Start of Data under study

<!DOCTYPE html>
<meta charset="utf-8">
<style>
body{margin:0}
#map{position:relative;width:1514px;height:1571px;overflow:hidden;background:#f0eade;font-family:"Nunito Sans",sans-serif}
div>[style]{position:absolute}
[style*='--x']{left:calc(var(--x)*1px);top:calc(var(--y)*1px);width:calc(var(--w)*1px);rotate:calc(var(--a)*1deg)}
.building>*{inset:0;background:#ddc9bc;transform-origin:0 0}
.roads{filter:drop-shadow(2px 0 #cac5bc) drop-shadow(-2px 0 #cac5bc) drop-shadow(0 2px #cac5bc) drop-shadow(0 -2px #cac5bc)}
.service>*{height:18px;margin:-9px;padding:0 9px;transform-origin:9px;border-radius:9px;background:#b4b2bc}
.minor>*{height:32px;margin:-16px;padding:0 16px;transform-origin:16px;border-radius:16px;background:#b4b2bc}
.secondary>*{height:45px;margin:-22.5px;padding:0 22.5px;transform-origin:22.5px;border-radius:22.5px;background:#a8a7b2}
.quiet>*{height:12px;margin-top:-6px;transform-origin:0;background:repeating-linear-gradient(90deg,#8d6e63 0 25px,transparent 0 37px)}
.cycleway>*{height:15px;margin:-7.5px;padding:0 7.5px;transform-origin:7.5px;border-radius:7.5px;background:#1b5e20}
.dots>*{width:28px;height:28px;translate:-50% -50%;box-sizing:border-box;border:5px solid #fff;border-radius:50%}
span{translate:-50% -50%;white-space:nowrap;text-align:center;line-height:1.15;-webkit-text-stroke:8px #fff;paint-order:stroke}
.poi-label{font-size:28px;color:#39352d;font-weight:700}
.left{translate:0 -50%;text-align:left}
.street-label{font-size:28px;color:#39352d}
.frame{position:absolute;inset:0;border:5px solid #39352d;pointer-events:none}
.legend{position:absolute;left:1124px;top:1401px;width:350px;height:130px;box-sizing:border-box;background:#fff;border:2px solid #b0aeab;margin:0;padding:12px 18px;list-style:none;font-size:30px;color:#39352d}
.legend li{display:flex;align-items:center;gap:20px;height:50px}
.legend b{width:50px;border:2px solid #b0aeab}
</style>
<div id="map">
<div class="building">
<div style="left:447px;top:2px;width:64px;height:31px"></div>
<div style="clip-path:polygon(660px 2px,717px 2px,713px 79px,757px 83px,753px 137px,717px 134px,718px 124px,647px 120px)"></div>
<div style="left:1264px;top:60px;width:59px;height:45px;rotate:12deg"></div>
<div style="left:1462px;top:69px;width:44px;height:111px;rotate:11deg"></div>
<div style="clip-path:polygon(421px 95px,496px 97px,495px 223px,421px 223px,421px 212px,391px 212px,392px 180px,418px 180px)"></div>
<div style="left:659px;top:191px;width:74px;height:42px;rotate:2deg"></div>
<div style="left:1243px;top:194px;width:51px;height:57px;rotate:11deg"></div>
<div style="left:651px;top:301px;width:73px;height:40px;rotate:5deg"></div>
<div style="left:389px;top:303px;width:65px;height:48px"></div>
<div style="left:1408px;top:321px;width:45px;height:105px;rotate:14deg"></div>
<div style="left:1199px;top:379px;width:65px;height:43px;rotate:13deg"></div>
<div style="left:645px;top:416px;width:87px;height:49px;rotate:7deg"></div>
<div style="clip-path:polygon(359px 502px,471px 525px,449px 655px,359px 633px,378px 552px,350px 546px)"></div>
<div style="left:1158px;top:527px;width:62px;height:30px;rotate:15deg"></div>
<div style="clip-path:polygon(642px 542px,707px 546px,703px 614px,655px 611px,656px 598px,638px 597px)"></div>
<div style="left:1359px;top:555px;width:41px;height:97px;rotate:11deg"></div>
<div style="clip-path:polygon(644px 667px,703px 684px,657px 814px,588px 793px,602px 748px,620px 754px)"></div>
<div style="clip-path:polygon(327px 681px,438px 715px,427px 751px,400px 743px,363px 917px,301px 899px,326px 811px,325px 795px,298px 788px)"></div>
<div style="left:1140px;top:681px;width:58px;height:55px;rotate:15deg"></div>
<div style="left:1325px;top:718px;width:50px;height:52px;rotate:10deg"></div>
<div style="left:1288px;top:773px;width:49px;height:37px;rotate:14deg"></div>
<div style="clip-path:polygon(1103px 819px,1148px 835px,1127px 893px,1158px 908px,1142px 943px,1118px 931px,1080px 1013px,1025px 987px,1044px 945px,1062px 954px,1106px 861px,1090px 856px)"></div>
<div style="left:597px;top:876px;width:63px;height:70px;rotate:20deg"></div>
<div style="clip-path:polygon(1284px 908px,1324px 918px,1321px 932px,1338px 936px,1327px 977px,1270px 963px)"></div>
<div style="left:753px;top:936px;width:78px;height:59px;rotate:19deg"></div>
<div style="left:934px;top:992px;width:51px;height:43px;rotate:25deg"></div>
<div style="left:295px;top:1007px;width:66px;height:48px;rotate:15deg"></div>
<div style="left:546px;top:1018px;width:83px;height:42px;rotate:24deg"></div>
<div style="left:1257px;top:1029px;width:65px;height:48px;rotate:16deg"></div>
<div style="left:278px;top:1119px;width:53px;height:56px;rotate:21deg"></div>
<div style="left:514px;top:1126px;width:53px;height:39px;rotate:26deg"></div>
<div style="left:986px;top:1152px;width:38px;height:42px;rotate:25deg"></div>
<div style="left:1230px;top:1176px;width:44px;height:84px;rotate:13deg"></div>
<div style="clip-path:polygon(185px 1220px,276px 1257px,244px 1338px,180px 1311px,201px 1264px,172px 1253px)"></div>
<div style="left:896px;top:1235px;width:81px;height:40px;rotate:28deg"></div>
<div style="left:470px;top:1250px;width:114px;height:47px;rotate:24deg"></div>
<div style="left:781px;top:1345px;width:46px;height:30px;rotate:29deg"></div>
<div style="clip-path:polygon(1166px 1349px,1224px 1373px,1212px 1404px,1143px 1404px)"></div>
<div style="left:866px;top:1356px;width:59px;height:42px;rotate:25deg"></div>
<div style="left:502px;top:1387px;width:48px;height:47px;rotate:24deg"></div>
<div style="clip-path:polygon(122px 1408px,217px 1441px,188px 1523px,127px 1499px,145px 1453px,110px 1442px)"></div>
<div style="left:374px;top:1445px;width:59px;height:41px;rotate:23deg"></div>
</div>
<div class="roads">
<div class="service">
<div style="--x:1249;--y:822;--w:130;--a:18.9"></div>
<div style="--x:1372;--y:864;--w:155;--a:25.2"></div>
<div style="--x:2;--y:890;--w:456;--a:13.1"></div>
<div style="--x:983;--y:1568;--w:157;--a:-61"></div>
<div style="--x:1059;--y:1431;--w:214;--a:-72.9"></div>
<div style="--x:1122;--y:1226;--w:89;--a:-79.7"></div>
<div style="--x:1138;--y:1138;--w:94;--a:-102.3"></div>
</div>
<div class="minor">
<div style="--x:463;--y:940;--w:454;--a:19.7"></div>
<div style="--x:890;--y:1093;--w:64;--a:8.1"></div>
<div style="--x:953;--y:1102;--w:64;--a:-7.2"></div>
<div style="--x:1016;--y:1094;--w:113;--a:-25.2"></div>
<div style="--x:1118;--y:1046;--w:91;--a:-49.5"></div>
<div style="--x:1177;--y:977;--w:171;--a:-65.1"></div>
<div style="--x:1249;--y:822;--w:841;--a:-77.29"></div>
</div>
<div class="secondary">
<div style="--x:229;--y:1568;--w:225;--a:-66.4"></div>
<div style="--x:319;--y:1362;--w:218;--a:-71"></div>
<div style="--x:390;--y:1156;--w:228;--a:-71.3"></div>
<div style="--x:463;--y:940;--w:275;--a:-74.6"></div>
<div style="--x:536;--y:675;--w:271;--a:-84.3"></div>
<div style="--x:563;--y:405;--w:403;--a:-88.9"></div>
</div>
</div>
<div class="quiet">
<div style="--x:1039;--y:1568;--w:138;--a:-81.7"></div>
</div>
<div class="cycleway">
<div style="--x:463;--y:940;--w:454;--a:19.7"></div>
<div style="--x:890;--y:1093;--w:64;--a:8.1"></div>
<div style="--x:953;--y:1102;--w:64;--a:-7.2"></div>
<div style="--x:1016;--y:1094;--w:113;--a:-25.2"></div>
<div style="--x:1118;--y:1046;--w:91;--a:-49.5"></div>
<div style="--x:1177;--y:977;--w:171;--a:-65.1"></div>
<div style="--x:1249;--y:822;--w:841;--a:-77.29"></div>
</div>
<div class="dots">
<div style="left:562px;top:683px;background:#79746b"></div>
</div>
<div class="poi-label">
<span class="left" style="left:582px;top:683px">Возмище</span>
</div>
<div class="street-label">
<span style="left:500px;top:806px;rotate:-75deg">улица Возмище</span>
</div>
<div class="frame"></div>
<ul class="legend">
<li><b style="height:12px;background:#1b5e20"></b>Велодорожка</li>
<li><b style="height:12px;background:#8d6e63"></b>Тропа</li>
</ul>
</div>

End of Data under study

**Exercise aim:** All lines with the string "position" must be copied from the data.

**Written solution:**
#map{position:relative;width:1514px;height:1571px;overflow:hidden;background:#f0eade;font-family:"Nunito Sans",sans-serif}
div>[style]{position:absolute}
.frame{position:absolute;inset:0;border:5px solid #39352d;pointer-events:none}
.legend{position:absolute;left:1124px;top:1401px;width:350px;height:130px;box-sizing:border-box;background:#fff;border:2px solid #b0aeab;margin:0;padding:12px 18px;list-style:none;font-size:30px;color:#39352d}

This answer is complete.